June 9, 2017, 8:03 PM UTC

Top performing technology stocks plummeted on Friday afternoon after a leading investment bank warned that share prices of companies like Apple, Amazon, and Facebook had risen too quickly.

At the close of trading, shares of Apple were down 4%, lopping more than $30 billion from the market capitalization of the world’s most valuable company. Shares of Google parent Alphabet were down 3%, as were shares of Facebook and Amazon. Microsoft slipped 2%. The tech-heavy Nasdaq index, which is dominated by the five stocks, was down almost 2%.

Investors have been growing increasingly uneasy about the skyrocketing value of the largest tech companies, but Friday’s sell-off appears to have been sparked by a report from Goldman Sachs chief investment officer Robert Bouroujerdi warning of the growing risks on those five leading tech stocks.

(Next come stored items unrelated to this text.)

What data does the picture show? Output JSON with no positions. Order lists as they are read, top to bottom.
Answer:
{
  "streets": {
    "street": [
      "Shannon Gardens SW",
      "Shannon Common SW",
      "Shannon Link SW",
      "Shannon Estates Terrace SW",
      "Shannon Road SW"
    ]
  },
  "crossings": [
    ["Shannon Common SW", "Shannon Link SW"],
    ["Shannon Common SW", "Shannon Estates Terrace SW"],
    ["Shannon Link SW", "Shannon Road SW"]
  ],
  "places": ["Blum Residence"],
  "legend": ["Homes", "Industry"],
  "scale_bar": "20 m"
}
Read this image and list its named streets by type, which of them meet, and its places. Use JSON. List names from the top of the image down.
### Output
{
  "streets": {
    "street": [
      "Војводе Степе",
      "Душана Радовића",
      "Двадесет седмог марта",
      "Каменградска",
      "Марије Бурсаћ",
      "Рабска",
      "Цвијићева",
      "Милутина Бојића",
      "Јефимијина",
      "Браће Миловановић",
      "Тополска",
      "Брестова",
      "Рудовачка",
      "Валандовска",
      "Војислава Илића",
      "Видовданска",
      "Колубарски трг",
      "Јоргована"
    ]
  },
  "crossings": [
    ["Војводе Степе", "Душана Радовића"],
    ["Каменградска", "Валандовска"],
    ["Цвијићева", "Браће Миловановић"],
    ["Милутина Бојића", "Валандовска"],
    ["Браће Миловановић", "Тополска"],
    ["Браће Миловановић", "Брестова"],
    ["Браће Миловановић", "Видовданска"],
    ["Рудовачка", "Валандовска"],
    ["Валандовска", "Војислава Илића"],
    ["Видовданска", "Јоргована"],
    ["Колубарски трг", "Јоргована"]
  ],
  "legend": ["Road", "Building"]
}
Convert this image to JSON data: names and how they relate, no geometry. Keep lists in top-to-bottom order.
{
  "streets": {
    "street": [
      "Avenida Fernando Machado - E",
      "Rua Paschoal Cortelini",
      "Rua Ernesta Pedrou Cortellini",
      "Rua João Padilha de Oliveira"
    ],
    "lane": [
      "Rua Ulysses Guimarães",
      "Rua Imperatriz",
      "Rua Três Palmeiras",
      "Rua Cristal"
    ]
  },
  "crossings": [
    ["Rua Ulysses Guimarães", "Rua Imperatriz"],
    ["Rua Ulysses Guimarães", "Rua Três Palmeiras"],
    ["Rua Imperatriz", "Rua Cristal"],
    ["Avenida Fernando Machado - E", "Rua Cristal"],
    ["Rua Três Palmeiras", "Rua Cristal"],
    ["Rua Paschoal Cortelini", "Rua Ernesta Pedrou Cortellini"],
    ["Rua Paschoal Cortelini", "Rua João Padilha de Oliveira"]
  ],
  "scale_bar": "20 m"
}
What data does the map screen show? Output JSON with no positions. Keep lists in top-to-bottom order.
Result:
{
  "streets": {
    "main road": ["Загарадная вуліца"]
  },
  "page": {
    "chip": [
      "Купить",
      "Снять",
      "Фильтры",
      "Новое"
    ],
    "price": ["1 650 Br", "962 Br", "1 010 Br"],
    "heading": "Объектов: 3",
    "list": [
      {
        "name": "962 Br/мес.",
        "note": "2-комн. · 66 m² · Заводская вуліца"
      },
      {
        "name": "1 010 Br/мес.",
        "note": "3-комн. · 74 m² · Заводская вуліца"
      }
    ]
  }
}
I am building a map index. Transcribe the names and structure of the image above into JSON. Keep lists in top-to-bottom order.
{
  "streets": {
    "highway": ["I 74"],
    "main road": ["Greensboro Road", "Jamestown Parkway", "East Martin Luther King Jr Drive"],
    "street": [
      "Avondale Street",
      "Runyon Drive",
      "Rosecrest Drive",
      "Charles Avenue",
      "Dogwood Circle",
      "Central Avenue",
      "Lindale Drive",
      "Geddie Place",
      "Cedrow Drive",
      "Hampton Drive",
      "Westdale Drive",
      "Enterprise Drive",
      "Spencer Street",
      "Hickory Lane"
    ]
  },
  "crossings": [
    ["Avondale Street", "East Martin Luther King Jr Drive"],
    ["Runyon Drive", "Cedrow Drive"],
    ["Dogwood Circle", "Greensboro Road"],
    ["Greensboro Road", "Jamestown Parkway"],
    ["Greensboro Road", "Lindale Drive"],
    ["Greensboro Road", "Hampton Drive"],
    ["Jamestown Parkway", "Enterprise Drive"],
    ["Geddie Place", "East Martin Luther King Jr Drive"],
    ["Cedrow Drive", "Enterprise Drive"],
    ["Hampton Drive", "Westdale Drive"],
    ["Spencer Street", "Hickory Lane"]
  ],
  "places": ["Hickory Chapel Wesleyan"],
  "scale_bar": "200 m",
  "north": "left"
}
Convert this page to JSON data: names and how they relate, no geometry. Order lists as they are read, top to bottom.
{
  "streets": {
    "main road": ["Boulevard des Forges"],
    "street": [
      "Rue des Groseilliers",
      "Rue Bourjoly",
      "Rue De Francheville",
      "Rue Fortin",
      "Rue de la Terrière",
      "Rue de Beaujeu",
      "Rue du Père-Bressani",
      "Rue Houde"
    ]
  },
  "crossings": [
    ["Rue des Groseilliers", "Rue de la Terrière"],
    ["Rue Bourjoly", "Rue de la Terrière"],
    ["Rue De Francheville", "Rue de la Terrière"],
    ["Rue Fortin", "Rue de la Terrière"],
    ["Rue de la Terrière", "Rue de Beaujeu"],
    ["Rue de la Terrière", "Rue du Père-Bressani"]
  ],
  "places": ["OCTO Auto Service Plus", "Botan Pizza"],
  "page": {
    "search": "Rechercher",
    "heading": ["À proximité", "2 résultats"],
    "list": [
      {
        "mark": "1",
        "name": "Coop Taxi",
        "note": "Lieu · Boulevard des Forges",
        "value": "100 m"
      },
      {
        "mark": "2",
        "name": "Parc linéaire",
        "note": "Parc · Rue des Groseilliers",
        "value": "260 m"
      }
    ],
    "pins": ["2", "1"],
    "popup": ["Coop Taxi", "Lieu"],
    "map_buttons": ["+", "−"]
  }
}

Almost 40% of the gain in the entire Standard & Poor’s 500 Index this year is attributable to the five tech stocks, even though they make up only 13% of the index’s market value, he wrote.

“Five companies poised to dominate disruption – Facebook, Amazon, Apple, Microsoft and Alphabet – have added a total of $600 billion of market cap this year or the equivalent GDP of Hong Kong and South Africa combined,” Bouroujerdi noted. “Parallels to the ‘Nifty-fifty’ and 1999-2000 are growing as their performance is even more pronounced on a risk-adjusted basis.”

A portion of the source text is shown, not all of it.